Exercise data:
☆ ☆ ☆ ☆ ☆ ☆ ☆
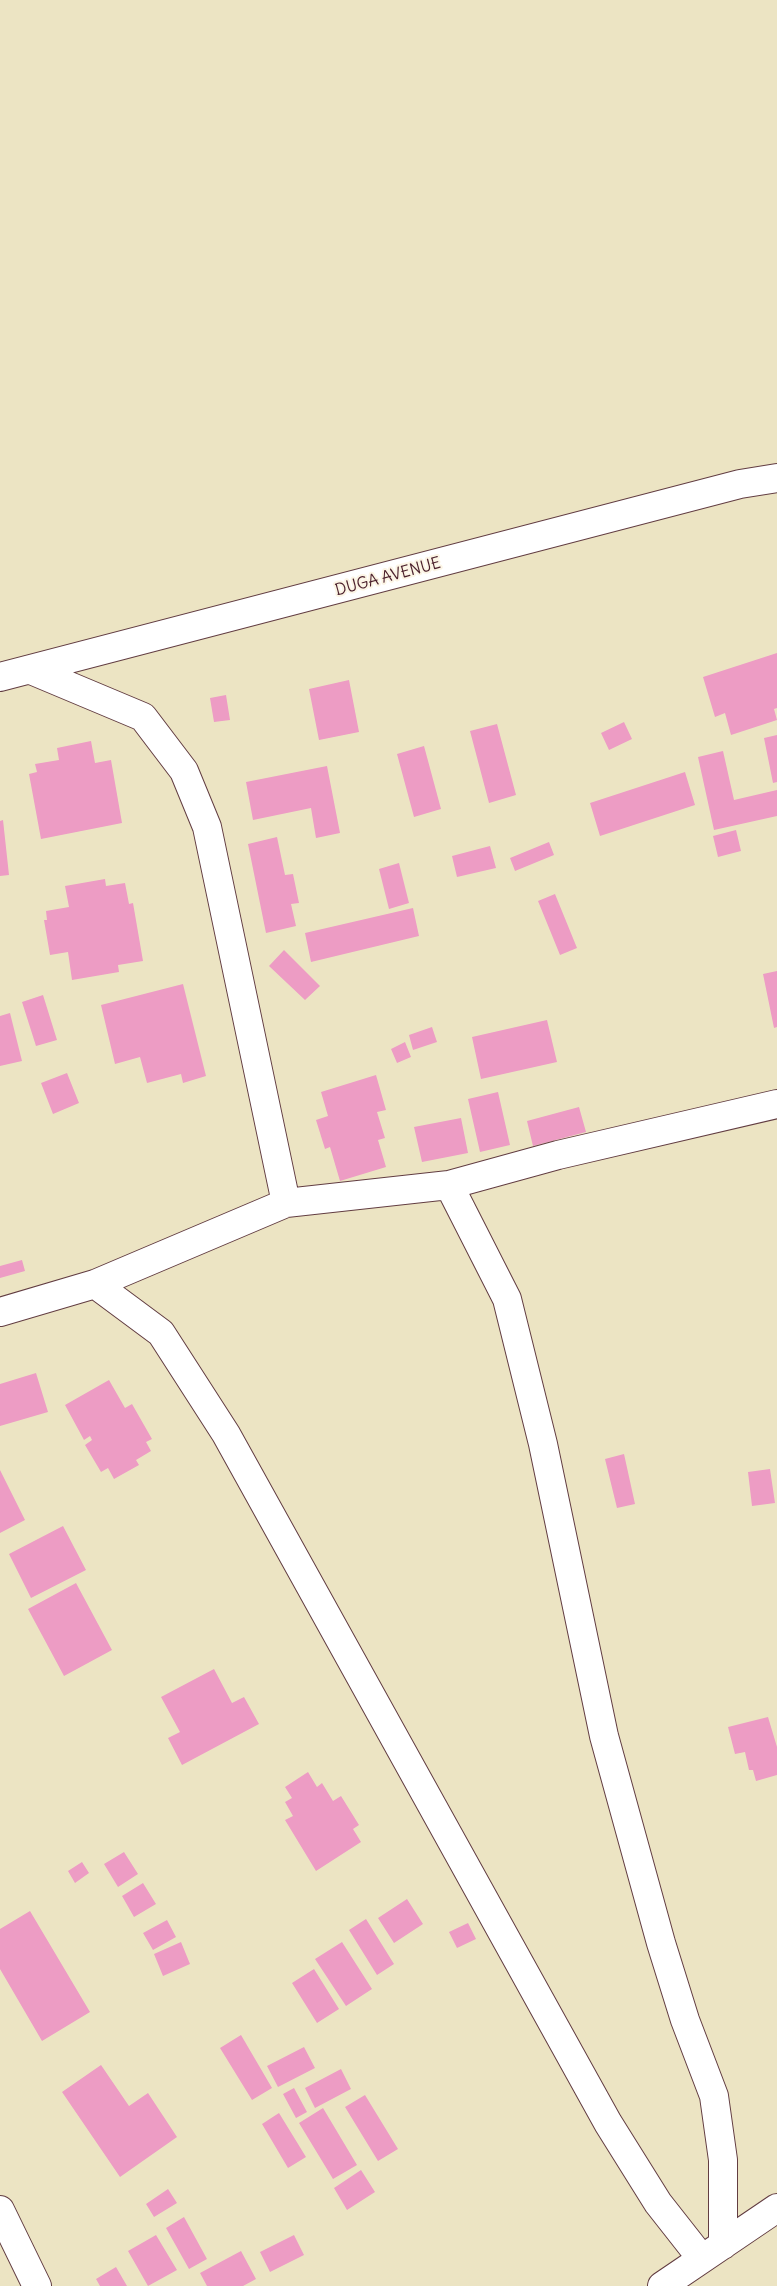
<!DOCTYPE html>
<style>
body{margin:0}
canvas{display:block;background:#ece4c3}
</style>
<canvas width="777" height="2286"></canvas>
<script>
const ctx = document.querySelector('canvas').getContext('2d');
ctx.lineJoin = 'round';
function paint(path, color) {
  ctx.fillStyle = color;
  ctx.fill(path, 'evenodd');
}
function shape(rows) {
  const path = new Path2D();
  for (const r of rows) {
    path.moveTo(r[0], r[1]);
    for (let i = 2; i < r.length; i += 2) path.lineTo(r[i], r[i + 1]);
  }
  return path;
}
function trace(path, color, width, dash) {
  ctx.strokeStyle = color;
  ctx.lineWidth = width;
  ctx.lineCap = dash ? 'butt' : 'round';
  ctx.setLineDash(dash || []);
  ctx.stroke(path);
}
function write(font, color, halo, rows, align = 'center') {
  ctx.font = font + ' Delius,sans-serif';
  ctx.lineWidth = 4;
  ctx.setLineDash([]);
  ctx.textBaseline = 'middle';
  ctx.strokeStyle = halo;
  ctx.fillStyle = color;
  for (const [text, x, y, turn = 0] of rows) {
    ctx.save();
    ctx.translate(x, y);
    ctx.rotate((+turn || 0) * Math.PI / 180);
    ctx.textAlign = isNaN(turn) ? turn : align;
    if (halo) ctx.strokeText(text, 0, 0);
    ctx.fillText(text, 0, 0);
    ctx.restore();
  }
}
const building = shape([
 [777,653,777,708,774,709,777,720,731,735,725,713,715,717,703,677],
 [349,680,359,732,319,740,309,689],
 [226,695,230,720,214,722,210,698],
 [624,722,632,739,609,750,601,733],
 [497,724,516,795,489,803,470,731],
 [777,735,777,782,773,783,764,738],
 [91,741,95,763,111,760,122,823,41,839,29,774,37,772,35,764,59,760,57,748],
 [424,746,441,809,414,817,397,754],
 [723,751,734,800,777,790,777,816,714,830,698,757],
 [327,766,340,833,316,838,311,808,253,820,246,782],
 [685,772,695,805,600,836,590,803],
 [3,820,9,875,0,876,0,821],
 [736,830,741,851,718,857,713,836],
 [277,837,285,875,293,874,299,903,291,904,296,926,266,933,248,844],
 [549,842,554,855,515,871,510,858],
 [490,846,496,868,457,877,452,856],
 [399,863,409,903,389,909,379,869],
 [105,879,106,886,125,883,129,904,133,903,143,961,118,965,119,972,72,980,68,952,50,955,44,920,47,920,46,911,69,907,65,886],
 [555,894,577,948,560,955,538,901],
 [413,908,419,936,311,962,305,933],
 [284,950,320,986,305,1000,269,966],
 [777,971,777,1027,774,1028,763,974],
 [183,984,206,1076,183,1083,181,1074,147,1083,140,1057,115,1064,101,1005],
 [43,995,57,1040,36,1046,22,1002],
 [10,1013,22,1061,0,1066,0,1016],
 [547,1020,557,1062,481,1079,472,1037],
 [432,1027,437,1042,413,1050,409,1035],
 [405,1042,411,1057,397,1063,391,1049],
 [67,1073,79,1103,53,1114,41,1083],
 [376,1075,386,1110,377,1112,385,1138,378,1140,386,1167,340,1181,330,1147,325,1149,316,1120,328,1116,321,1092],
 [498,1092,510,1145,480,1152,468,1099],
 [579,1107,586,1132,533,1146,527,1121],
 [461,1118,468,1153,422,1162,414,1127],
 [22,1260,25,1271,0,1278,0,1266],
 [36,1373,48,1412,0,1426,0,1384],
 [109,1380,125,1408,132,1404,152,1439,146,1442,151,1451,136,1460,139,1465,114,1479,108,1468,101,1472,85,1445,92,1440,90,1436,84,1440,65,1405],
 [624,1454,635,1504,617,1508,605,1459],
 [770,1469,775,1503,752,1506,748,1472],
 [0,1470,25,1520,0,1533],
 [63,1526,86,1570,31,1598,9,1554],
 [76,1583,112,1650,64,1676,28,1609],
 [214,1669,232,1703,244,1697,259,1724,182,1765,168,1738,180,1732,161,1697],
 [768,1717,777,1747,777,1775,756,1781,753,1770,749,1770,745,1752,735,1754,728,1727],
 [308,1772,317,1787,322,1783,333,1801,341,1796,359,1825,353,1829,361,1842,316,1871,285,1820,293,1816,285,1802,292,1798,285,1787],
 [124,1852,138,1874,118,1887,104,1864],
 [82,1862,89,1873,75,1883,68,1871],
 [143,1883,156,1904,134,1917,122,1896],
 [407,1899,423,1924,394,1943,378,1918],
 [30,1911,90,2012,42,2041,0,1969,0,1929],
 [366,1919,394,1964,377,1975,349,1930],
 [167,1920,176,1937,153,1950,143,1933],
 [468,1923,476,1939,457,1948,449,1932],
 [181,1942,190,1964,163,1976,154,1954],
 [342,1942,372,1989,346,2006,315,1959],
 [314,1969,339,2009,317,2023,292,1983],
 [241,2035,272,2088,252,2100,220,2048],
 [304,2047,315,2068,278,2087,267,2066],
 [101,2065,129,2106,148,2093,177,2137,120,2177,62,2092],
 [341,2069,351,2089,315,2108,305,2088],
 [294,2088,307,2112,296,2118,283,2094],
 [365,2095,398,2149,378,2161,345,2107],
 [323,2108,357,2165,333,2179,299,2123],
 [279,2113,306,2157,288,2168,262,2124],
 [361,2170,375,2192,347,2210,334,2188],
 [168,2189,177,2203,154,2217,146,2204],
 [184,2217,207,2259,189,2269,166,2228],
 [156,2235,177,2270,148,2286,128,2251],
 [294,2235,304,2255,270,2272,260,2252],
 [241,2251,256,2279,243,2286,207,2286,200,2273],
 [116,2267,127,2286,100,2286,96,2279]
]);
const minor = shape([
 [31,670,143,717,184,771,207,827,286,1203],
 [0,677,740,484,777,478],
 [449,1185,507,1299,543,1444,604,1736,661,1943,685,2020,714,2096,723,2160,723,2245],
 [95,1284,161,1333,226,1434,608,2123,658,2203,702,2259],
 [0,1312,95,1284,286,1203,449,1185,558,1155,777,1104],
 [0,2210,37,2286],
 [662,2286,777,2208]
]);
const streetNames = [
 ["DUGA AVENUE",388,577,-15]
];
paint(building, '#ed9cc4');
trace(minor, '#623d42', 30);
trace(minor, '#fff', 28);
write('16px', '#4a1f2b', '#fcf5e5', streetNames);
</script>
☆ ☆ ☆ ☆ ☆ ☆ ☆
Exercise description: Search the entries for the word "path", then copy every line in which it is found.

Written solution:
function paint(path, color) {
  ctx.fill(path, 'evenodd');
  const path = new Path2D();
    path.moveTo(r[0], r[1]);
    for (let i = 2; i < r.length; i += 2) path.lineTo(r[i], r[i + 1]);
  return path;
function trace(path, color, width, dash) {
  ctx.stroke(path);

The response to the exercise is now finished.